5. Si, par ailleurs, il ressort des pièces du dossier que l'ANPIHM emploie du personnel administratif au sein de son siège social, à savoir un directeur général (un équivalent temps-plein), un attaché de direction (0,85 équivalent temps-plein) et un comptable (0,75 équivalent temps-plein), générant des dépenses de fonctionnement partiellement imputées sur le budget de l'établissement en cause, il n'est aucunement établi que ces dépenses ne pourraient désormais être assumées par l'ANPIHM partiellement sur ses fonds propres, à l'instar du poste d'agent administratif (0,11 équivalent temps-plein), sans qu'elle puisse tout de même équilibrer son budget de siège social et sans que cela mette en péril son fonctionnement et son existence même, l'ANPIHM se bornant à affirmer que tel sera nécessairement le cas, sans produire aucun document financier et comptable étayé et probant, susceptible de corroborer cette allégation, et alors même qu'il est constant qu'elle gère trois autres établissements sur le budget desquels elle est également autorisée à imputer ses frais de siège social.

6. En l'état de l'instruction, de l'argumentation développée par l'ANPIHM et des pièces produites à son appui, aucune des circonstances avancées n'est ainsi de nature à caractériser une situation d'urgence au sens des dispositions précitées.
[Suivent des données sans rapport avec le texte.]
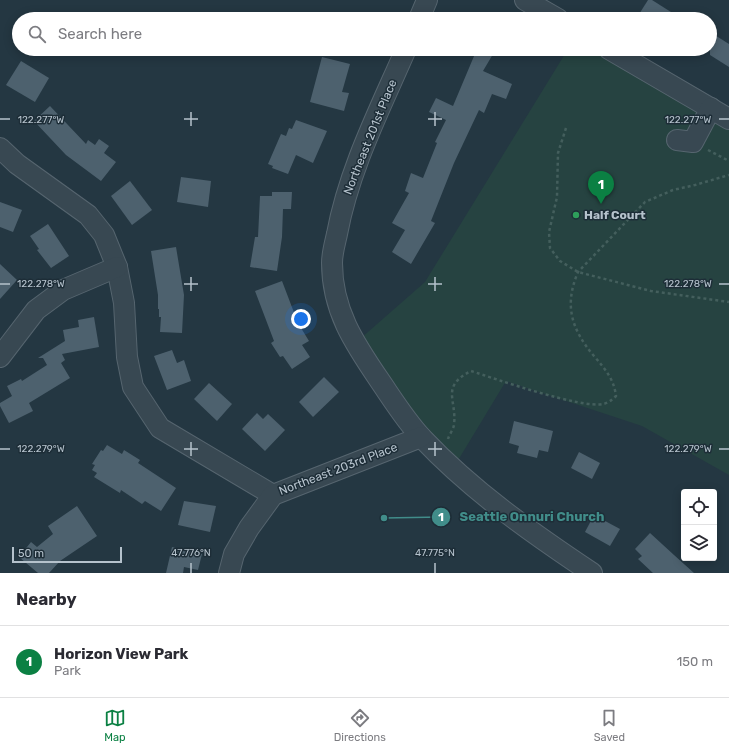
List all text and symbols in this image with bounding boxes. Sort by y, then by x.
search box [12,12,717,56]
icon: search [26,23,48,45]
text: Search here [58,25,142,43]
street label: Northeast 201st Place [340,77,400,197]
text: 122.277°W [18,114,64,126]
text: 122.277°W [665,114,711,126]
pin: 1 [588,171,614,204]
place label: Half Court [584,208,646,222]
marker: Half Court [571,210,581,220]
text: 122.278°W [17,278,65,290]
text: 122.278°W [664,278,712,290]
your location [291,309,311,329]
street label: Northeast 203rd Place [277,440,400,498]
text: 122.279°W [17,443,65,455]
text: 122.279°W [664,443,712,455]
map controls [681,489,717,561]
button: locate [681,489,717,525]
callout: Seattle Onnuri Church [431,504,612,529]
text: Seattle Onnuri Church [460,509,604,524]
text: 1 [438,510,444,524]
button: layers [681,525,717,561]
scale bar [12,545,122,564]
text: 50 m [18,547,44,560]
text: 47.776°N [171,547,211,559]
text: 47.775°N [415,547,455,559]
text: Nearby [16,589,77,609]
text: Horizon View Park [54,645,188,663]
text: 1 [26,654,32,669]
text: 150 m [677,654,713,669]
text: Park [54,663,81,678]
tab: Map [104,707,126,744]
tab: Directions [334,707,386,744]
tab: Saved [594,707,625,744]

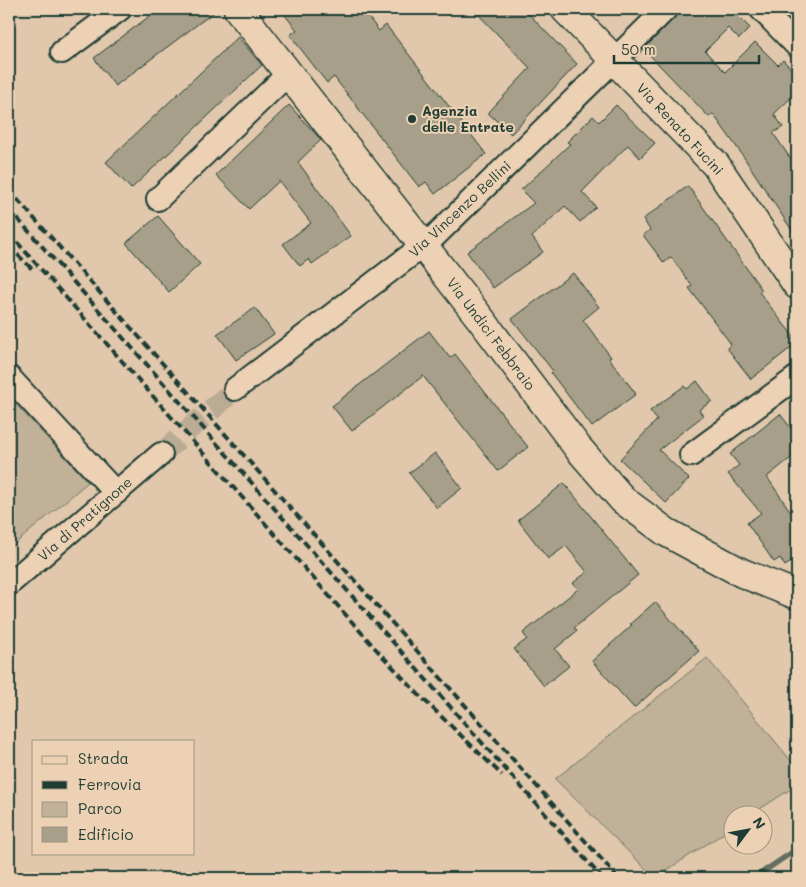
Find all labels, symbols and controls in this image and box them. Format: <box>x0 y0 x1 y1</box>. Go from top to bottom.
scale bar <box>614 32 758 64</box>
text: 50 m <box>621 39 656 59</box>
street label: Via Renato Fucini <box>633 78 728 179</box>
place label: Agenzia delle Entrate <box>422 101 514 136</box>
marker: Agenzia delle Entrate <box>406 113 418 125</box>
street label: Via Vincenzo Bellini <box>404 156 515 261</box>
street label: Via Undici Febbraio <box>443 274 540 394</box>
street label: Via di Pratignone <box>33 472 136 565</box>
legend <box>32 740 195 854</box>
text: Strada <box>78 748 129 768</box>
text: Ferrovia <box>78 774 142 794</box>
text: Parco <box>78 798 122 818</box>
north arrow <box>724 804 774 854</box>
text: N <box>749 813 770 832</box>
text: Edificio <box>78 824 134 844</box>

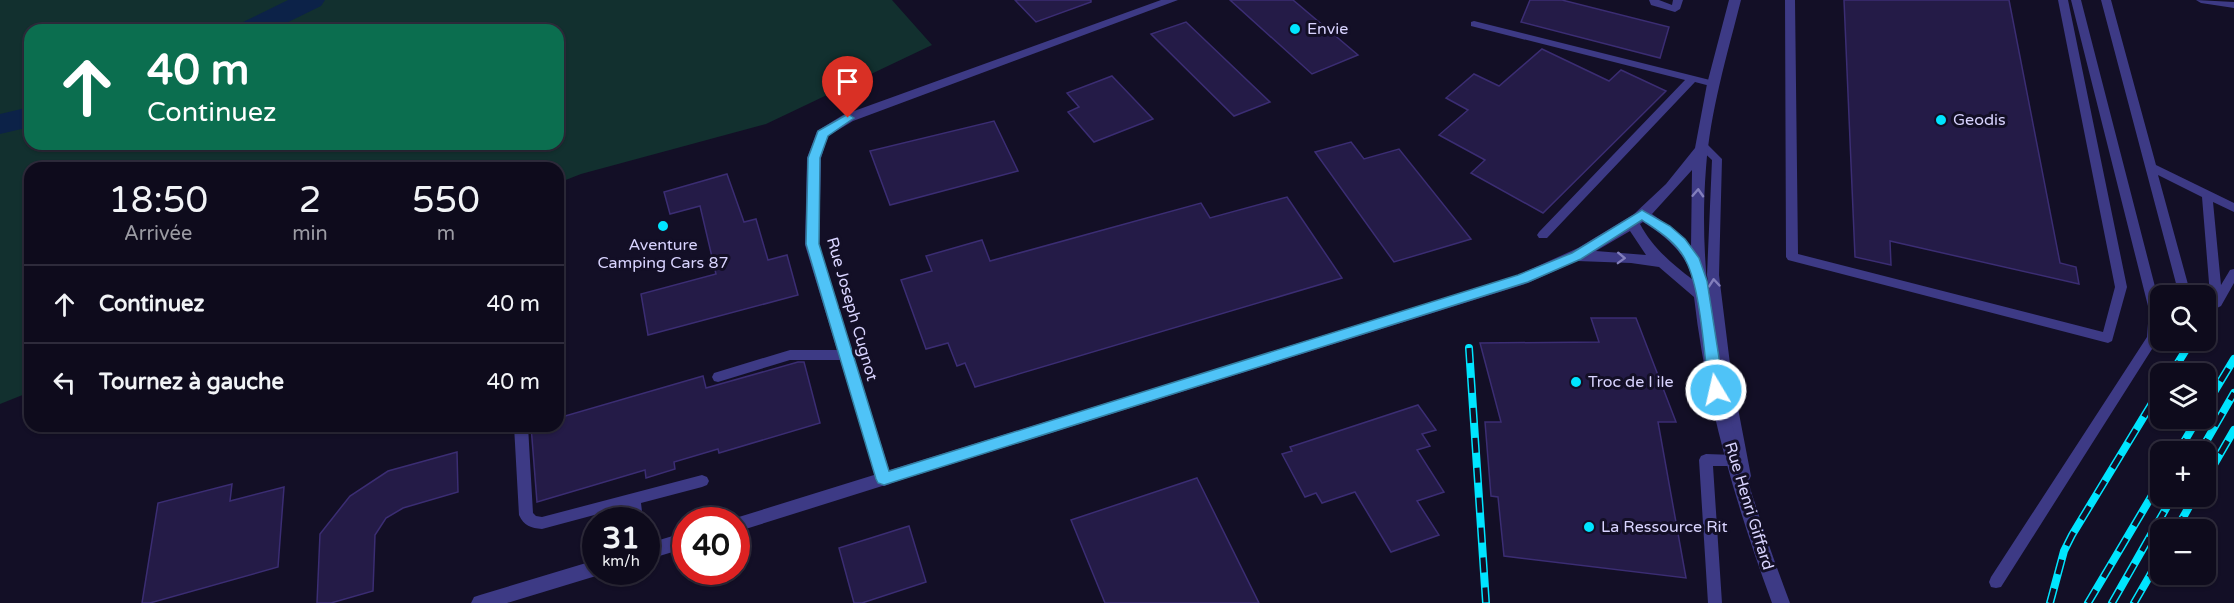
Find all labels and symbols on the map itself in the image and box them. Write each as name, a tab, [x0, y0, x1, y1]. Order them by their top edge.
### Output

7. Il résulte de ce qui précède que l'une des conditions auxquelles les dispositions de l'article L. 521-1 du code de justice administrative subordonnent la suspension de l'exécution d'une décision administrative n'est pas remplie. Les conclusions de l'ANPIHM tendant à la suspension de l'exécution de la décision du président du conseil départemental d'Ille-et-Vilaine du 18 mars 2024 portant transfert d'activité de l'établissement et abrogation subséquente de son autorisation d'activité, au plus tard à l'issue de la période d'administration provisoire, le 22 juin 2024 ne peuvent, par suite, qu'être rejetées. Il en est de même, par voie de conséquence, des conclusions présentées au titre des frais d'instance.

O R D O N N E :

Article 1er : La requête de l'ANPIHM est rejetée.

Article 2 : La présente ordonnance sera notifiée à l'Association nationale pour l'intégration des personnes handicapées moteur et au département d'Ille-et-Vilaine.
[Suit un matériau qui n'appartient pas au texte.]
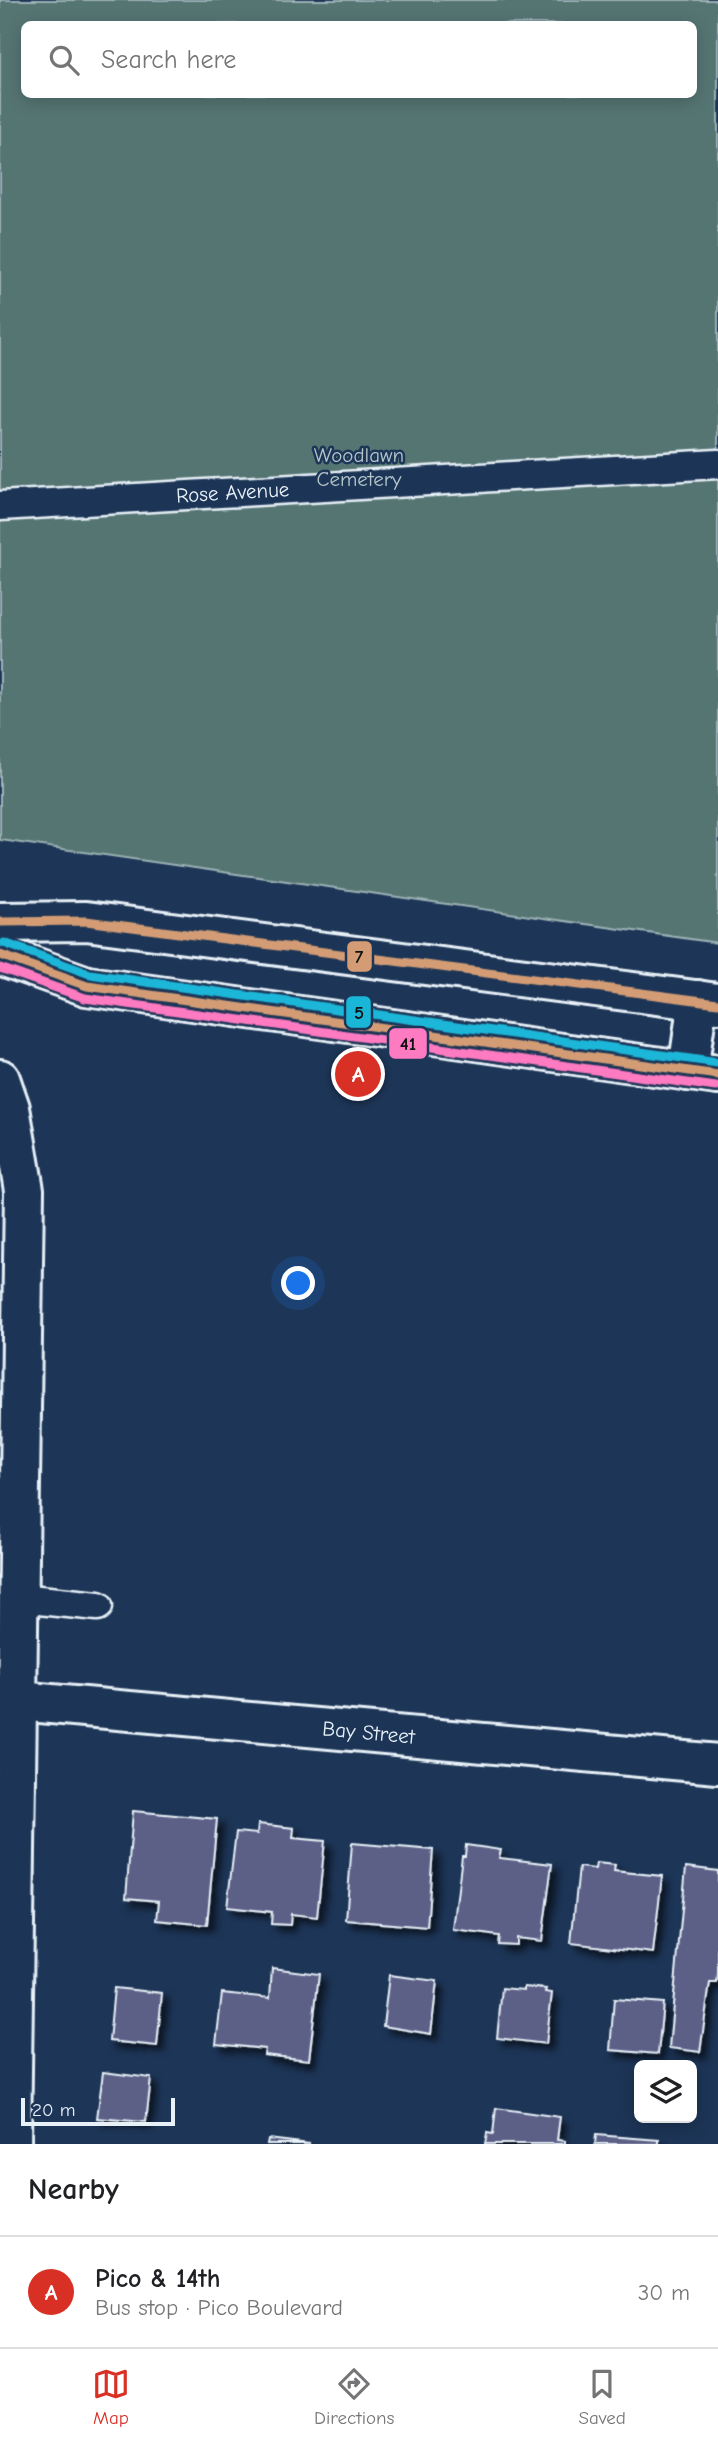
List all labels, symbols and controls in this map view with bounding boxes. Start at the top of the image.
search box [21,21,697,98]
icon: search [45,41,83,79]
text: Search here [101,45,236,75]
park label: Woodlawn Cemetery [314,443,404,491]
street label: Rose Avenue [175,477,290,508]
line badge: 7 [346,940,373,973]
text: 7 [355,946,364,968]
line badge: 5 [345,995,372,1029]
text: 5 [354,1002,364,1024]
line badge: 41 [388,1027,428,1060]
text: 41 [400,1033,416,1055]
pin: A [335,1048,381,1100]
your location [281,1266,315,1300]
street label: Bay Street [321,1716,417,1749]
map controls [634,2060,697,2123]
button: layers [634,2060,697,2123]
scale bar [21,2095,175,2127]
text: 20 m [32,2099,76,2121]
text: Nearby [28,2172,119,2207]
text: Pico & 14th [95,2264,221,2294]
text: A [45,2279,57,2306]
text: 30 m [638,2279,690,2306]
text: Bus stop · Pico Boulevard [95,2294,343,2321]
tab: Map [92,2365,130,2429]
tab: Directions [314,2365,394,2429]
tab: Saved [579,2365,626,2429]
Fait à Rennes, le 6 juin 2024.

Le juge des référés,

signé

O. ThielenLa greffière d'audience,

signé

J. Jubault

La République mande et ordonne au préfet d'Ille-et-Vilaine en ce qui le concerne et à tous commissaires de justice à ce requis en ce qui concerne les voies de droit commun contre les parties privées, de pourvoir à l'exécution de la présente décision.